Dear friends of the Mission, I must share with you the joy of our indigenous brothers of Samana for the completion of the construction of the small clinic built with the financial support of a donor of our Brotherhood. Fr. Augustine and his indigenous faithful went to the forest and with the chainsaw I had sent them, they cut wood and made beds, tables, chairs, cabinets, doors, windows for the clinic.It was towards the end when they found that they were out of cement and nails, things rare in the forest villages. They couldn’t go on. They called us and we had to send them from Kinshasa. The struggle of the expedition began. They traveled two months in the river to reach the nearest town, llebo. As soon as we were informed that they had arrived, we sent word for them to come and pick up the 30 sacks of cement and the nails we had sent by riverboat. A group of natives went in with single-timbers. They traveled down the river for a week to reach Illebo, where they picked them up and made their way back to lay the floor and finish building the beds. Our little clinic was coming to an end. It now had to be equipped with mattresses, sheets, pillows, medicines, medical tools. A new struggle.
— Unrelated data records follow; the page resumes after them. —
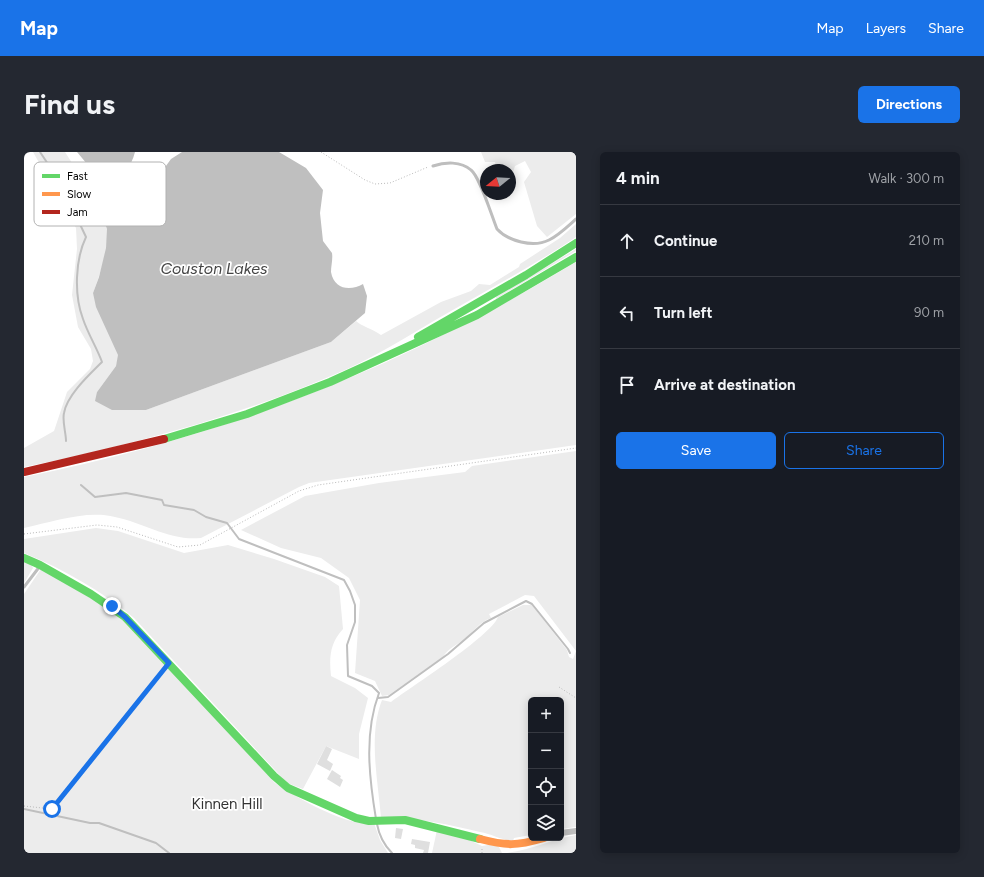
<!DOCTYPE html>
<html lang="en">
<head>
<meta charset="utf-8">
<style>
  :root { --surface:#171b24; --page:#242831; --text:#f1f3f6; --muted:#9ea1a6; --line:#363941; --accent:#1a73e8 }
  body { margin:0; font-family:Figtree,sans-serif; background:var(--page); color:var(--text) }
  .controls { position:absolute; right:12px; bottom:12px; display:grid; overflow:hidden; border-radius:6px; box-shadow:0 2px 10px #0003 }
  .controls button { width:36px; height:36px; display:grid; place-items:center; padding:0; border:0; border-bottom:1px solid var(--line); background:var(--surface); color:var(--text); font:20px sans-serif }
  .compass { position:absolute; left:456px; top:12px; width:36px; height:36px; border-radius:50%; background:var(--surface); box-shadow:0 2px 10px #0003; rotate:252deg }
  .stop { position:absolute; width:12px; height:12px; margin:-9px; border:3px solid #1a73e8; border-radius:50%; background:#fff }
  .stop.end { background:#1a73e8; border-color:#fff; box-shadow:0 1px 4px #0008 }
  .list { margin:0; padding:0; list-style:none }
  h2 { display:flex; justify-content:space-between; align-items:center; height:52px; margin:0; padding:0 16px; font-size:17px }
  h2 small { font-size:13px; font-weight:400; color:var(--muted) }
  .list li { display:grid; grid-template-columns:26px 1fr auto; gap:12px; align-items:center; box-sizing:border-box; height:72px; padding:0 16px; border-top:1px solid var(--line) }
  .list b { display:block; font-size:15px; white-space:nowrap }
  .list em { font-size:13px; font-style:normal; color:var(--muted) }
  .actions { display:flex; gap:8px; padding:12px 16px }
  .actions a { flex:1; padding:9px 0; border:1px solid var(--accent); border-radius:6px; text-align:center; font-size:14px; color:var(--accent) }
  .actions .main { background:var(--accent); color:#fff }
  .icon { flex:none; width:22px; height:22px; fill:none; stroke:currentColor; stroke-width:2; stroke-linecap:round; stroke-linejoin:round }
  .map { position:relative; flex:none; width:552px; height:701px; overflow:hidden; border-radius:6px }
  header { display:flex; align-items:center; gap:24px; box-sizing:border-box; height:56px; padding:0 20px; background:var(--accent); color:#fff }
  header strong { font-size:19px }
  nav { display:flex; gap:22px; margin-inline-start:auto; font-size:14px }
  .intro { display:flex; align-items:center; justify-content:space-between; box-sizing:border-box; height:96px; padding:0 24px }
  h1 { margin:0; font-size:28px }
  .button { padding:10px 18px; border-radius:6px; background:var(--accent); color:#fff; font-size:14px; font-weight:700 }
  main { display:flex; gap:24px; padding:0 24px }
  aside { flex:1; background:var(--surface); border-radius:6px; box-shadow:0 2px 10px #0003 }
  .map>svg:first-child { display:block }
  .green { fill:#ececec }
  .water { fill:#bfbfbf }
  .lines { fill:none; stroke-linecap:round; stroke-linejoin:round }
  .stream { stroke:#bfbfbf; stroke-width:2 }
  .building { fill:#dfdfdf }
  .path { stroke:#b9b9b9; stroke-width:1; stroke-dasharray:1 2; stroke-linecap:butt }
  .lane { stroke:#bebebe; stroke-width:3 }
  .street { stroke:#bebebe; stroke-width:6 }
  .fast { stroke:#63d668; stroke-width:8 }
  .slow { stroke:#ff974d; stroke-width:8 }
  .jam { stroke:#b3261e; stroke-width:8 }
  .route { stroke:#1a73e8; stroke-width:5 }
  .labels { text-anchor:middle; dominant-baseline:central; stroke-width:3.5; stroke-linejoin:round; paint-order:stroke }
  .park-label { font-size:15px; fill:#333; stroke:#fff }
  .water-label { font-size:16px; font-style:italic; fill:#444; stroke:#fff }
  .key { fill:#fff; stroke:#b2b2b2; stroke-width:1 }
  .key-label { font-size:11px; fill:#000 }
</style>
</head>
<body>
<header>
<strong>Map</strong>
<nav><a>Map</a><a>Layers</a><a>Share</a></nav>
</header>
<div class="intro"><h1>Find us</h1><a class="button">Directions</a></div>
<main>
<div class="map">
<svg width="552" height="701" viewBox="0 0 552 701">
  <rect width="100%" height="100%" fill="#fff"/>
  <!-- green -->
  <path class="green" d="M9,0H41L59,28L58,44L68,59H76C78,65 81,71 83,77C86,94 75,125 69,141L95,203L92,214L73,240L122,258L307,190L332,169C337,174 349,177 357,183L417,150L447,139L455,132L466,133L495,115L496,112L536,86L552,72V85C512,112 469,135 427,159C392,179 358,201 321,218C219,263 109,293 0,315V296L30,279L43,240L66,217L69,209L67,197L54,175L48,143L53,97L52,76Z
    M457,0H552V62L523,85L513,74L500,30L507,20L501,9L491,14L488,23L486,25V18H473L471,10H461Z
    M552,97V99L472,147V145Z
    M552,110V293L285,331L275,335L177,386C145,389 121,371 91,365C62,358 29,370 0,376V325C201,285 376,216 552,110Z
    M552,299V675L537,677V548H507V683L490,686L489,689C477,688 468,682 456,680C423,672 391,665 357,666C354,628 344,584 358,548L367,550C387,535 467,484 474,465L499,453H508L543,498L545,505L549,507L552,499L510,444L501,443L465,462L467,466C455,470 450,480 440,487C432,494 424,496 419,505L365,543L358,544L351,529L331,521L336,448L325,426L297,406L257,396L217,378L281,344L355,331L441,320L448,314Z
    M72,376L94,379L160,401L204,393L250,407L301,425L315,434L319,477C306,491 305,505 307,524L331,536L344,546L335,582V607L302,594L279,637L263,631L110,466C78,439 39,417 0,401V387Z
    M0,409L7,412L9,416L0,431Z
    M17,417L65,445L98,467L143,514L251,631C270,644 309,666 332,670C338,671 344,671 350,671L356,688L364,701H0V442Z
    M413,678L441,686L458,694L470,692L475,695L478,701H408Z
    M552,683V701H483C507,698 529,687 552,683Z"/>
  <!-- water -->
  <path class="water" d="M53,0H111C107,15 99,25 87,33L78,30Z
    M158,0H255L282,16L299,38L296,61L299,89L308,101C309,107 307,114 307,120C310,138 327,139 339,132L343,144L341,161L307,190L122,258H88L71,249L73,240L92,214L94,203L72,155L69,141L75,125L82,96L83,77L76,59L102,29L139,18L147,7Z"/>
  <g class="lines">
    <!-- stream -->
    <path class="stream" d="M16,0L36,30L62,85C51,108 50,143 59,167C64,182 73,196 78,210C66,222 43,243 40,261C38,269 42,281 42,289
      M57,333L71,345L102,341L138,348L140,353L170,358L182,365L203,371L215,387L320,428L326,439L331,453V470L323,493L324,524L348,534L355,541C340,581 345,625 352,667
      M354,546L364,545L424,502L460,471L502,449L508,452L544,497L546,501
      M0,657L66,671H75L132,691L145,701
      M353,672C355,683 360,693 368,701"/>
  </g>
  <!-- building -->
  <path class="building" d="M302,594L308,597L303,608L309,612L306,619L293,612Z
    M308,618L317,624L316,626L319,628L316,635L303,627Z
    M372,676L379,677L377,687L371,686Z
    M388,687L406,690L404,701H399L400,698L391,696V693L387,692Z"/>
  <g class="lines">
    <!-- path -->
    <path class="path" d="M297,0L341,28L351,32L366,31L404,15
      M0,382L73,373L93,375L154,395L176,393L275,339L294,333L552,296
      M535,535L552,546
      M0,654L28,657L140,518
      M458,701V695"/>
    <!-- lane -->
    <path class="lane" d="M409,14C421,10 437,9 447,18C456,25 468,65 473,77C484,89 509,96 525,88C535,83 544,74 552,67
      M0,435L16,414"/>
    <!-- street -->
    <path class="street" d="M537,681L552,679"/>
    <!-- fast -->
    <path class="fast" d="M394,185L502,123L552,91
      M140,287L223,262L306,230L453,163L552,105
      M0,406L16,413L67,442L101,465L250,624L264,636L332,666L345,669L381,668L456,687"/>
    <!-- slow -->
    <path class="slow" d="M456,687C483,694 492,694 520,686"/>
    <!-- jam -->
    <path class="jam" d="M0,320L140,287"/>
  </g>
  <g class="lines">
    <!-- route -->
    <path class="route" d="M28,657L145,511L101,465L88,454"/>
  </g>
  <g class="labels">
    <!-- park labels -->
    <g class="park-label">
      <text x="203" y="652">Kinnen Hill</text>
    </g>
    <!-- water labels -->
    <g class="water-label">
      <text x="190" y="116">Couston Lakes</text>
    </g>
  </g>
  <!-- legend -->
  <rect x="10" y="10" width="132" height="64" rx="6" class="key"/>
  <rect x="18" y="22" width="18" height="4" fill="#63d668"/>
  <rect x="18" y="40" width="18" height="4" fill="#ff974d"/>
  <rect x="18" y="58" width="18" height="4" fill="#b3261e"/>
  <g class="key-label">
    <text x="43" y="28">Fast</text>
    <text x="43" y="46">Slow</text>
    <text x="43" y="64">Jam</text>
  </g>
</svg>
<div class="controls">
<button>+</button>
<button>−</button>
<button><svg class="icon" aria-label="locate" viewBox="0 0 24 24"><circle cx="12" cy="12" r="6"/><path d="M12 2v4M12 18v4M2 12h4M18 12h4"/></svg></button>
<button><svg class="icon" aria-label="layers" viewBox="0 0 24 24"><path d="M12 4l9 5-9 5-9-5zM3 14l9 5 9-5"/></svg></button>
</div>
<svg class="compass" viewBox="-18 -18 36 36"><path d="M0-13l5 13h-10z" fill="#e53935"/><path d="M0 13l5-13h-10z" fill="#9ea1a6"/></svg>
<div class="stop" style="left:28px;top:657px"></div>
<div class="stop end" style="left:88px;top:454px"></div>
</div>
<aside>
<h2>4 min<small>Walk · 300 m</small></h2>
<ul class="list">
<li><svg class="icon" aria-label="ahead" viewBox="0 0 24 24"><path d="M12 20V5M6 11l6-6 6 6"/></svg><div><b>Continue</b></div><em>210 m</em></li>
<li><svg class="icon" aria-label="left" viewBox="0 0 24 24"><path d="M17 20v-9H6M10 6l-5 5 5 5"/></svg><div><b>Turn left</b></div><em>90 m</em></li>
<li><svg class="icon" aria-label="arrive" viewBox="0 0 24 24"><path d="M6 21V4h12l-3 4 3 4H6"/></svg><div><b>Arrive at destination</b></div></li>
</ul>
<div class="actions"><a class="main">Save</a><a>Share</a></div>
</aside>
</main>
</body>
</html>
The natives were happy and tried in every way to show us their joy. And we were happy and praised God. It’s not easy to build so far away, where there are no cars to transport the materials, no basic roads, no basic means. Soon they’ll have their clinic, their medicine, their nurse, their doctor, they won’t be dying on the road, or in the mono-trees trying to get to the nearest doctor. I remember, on that tour, when, after an adventurous journey through the Saguru River, we arrived in Samana, in the depths of the Congo, where for the first time it was going white, the joy that the natives felt at the reception.
The children came up to me, grabbed my hands, my beard, and ran to their mothers and cried: “They’re like us!” The old men thanked me that before they died they saw what the white men looked like. The believers sang: “The Orthodox Church is the only true one, here is our Bishop, here is our Father; where are all of you who told us that our Church does not exist?”
I remember how they came out of the woods to greet us, how they went down to the river banks to greet us. I remember, in the evening when we sat under a big tree and talked with the village leaders and the district chiefs, that among other things they expressed to me their sorrow and anxiety for the sick: “Our old people and children are getting sick, and by the time we get them to the nearest medical center, which is a few days’ walk or a few days’ ride on a single tree, they are dying on the road.” I cried at their pain. I felt guilty. I was hurt when they said, “We don’t want anything else, just help us to have our medicine.” All night long, to show their love, outside the hut where I was staying, they danced and sang around a fire. In my mind, all that night, the things I heard were swirling around in my head. Now they’re dancing; if they get sick tomorrow, what will they do? They’ll die in the street. I watched them and wept. It was daylight. As I was leaving, I promised them: “I’ll do what I can; make it a matter of prayer and God will help.” When, after a three-week tour in the depths of Congo, I returned to Kinshasa, I contacted our Orthodox Foreign Missionary Brotherhood. I felt the pain of our brothers and sisters of Samana, a donor was found, and today we are proudly occupying the building of our small clinic. God bless the donor.
May God help equip our small clinic with medicines and medical instruments to provide medical care to our brothers and sisters in the depths of Congo. May they not die on the streets.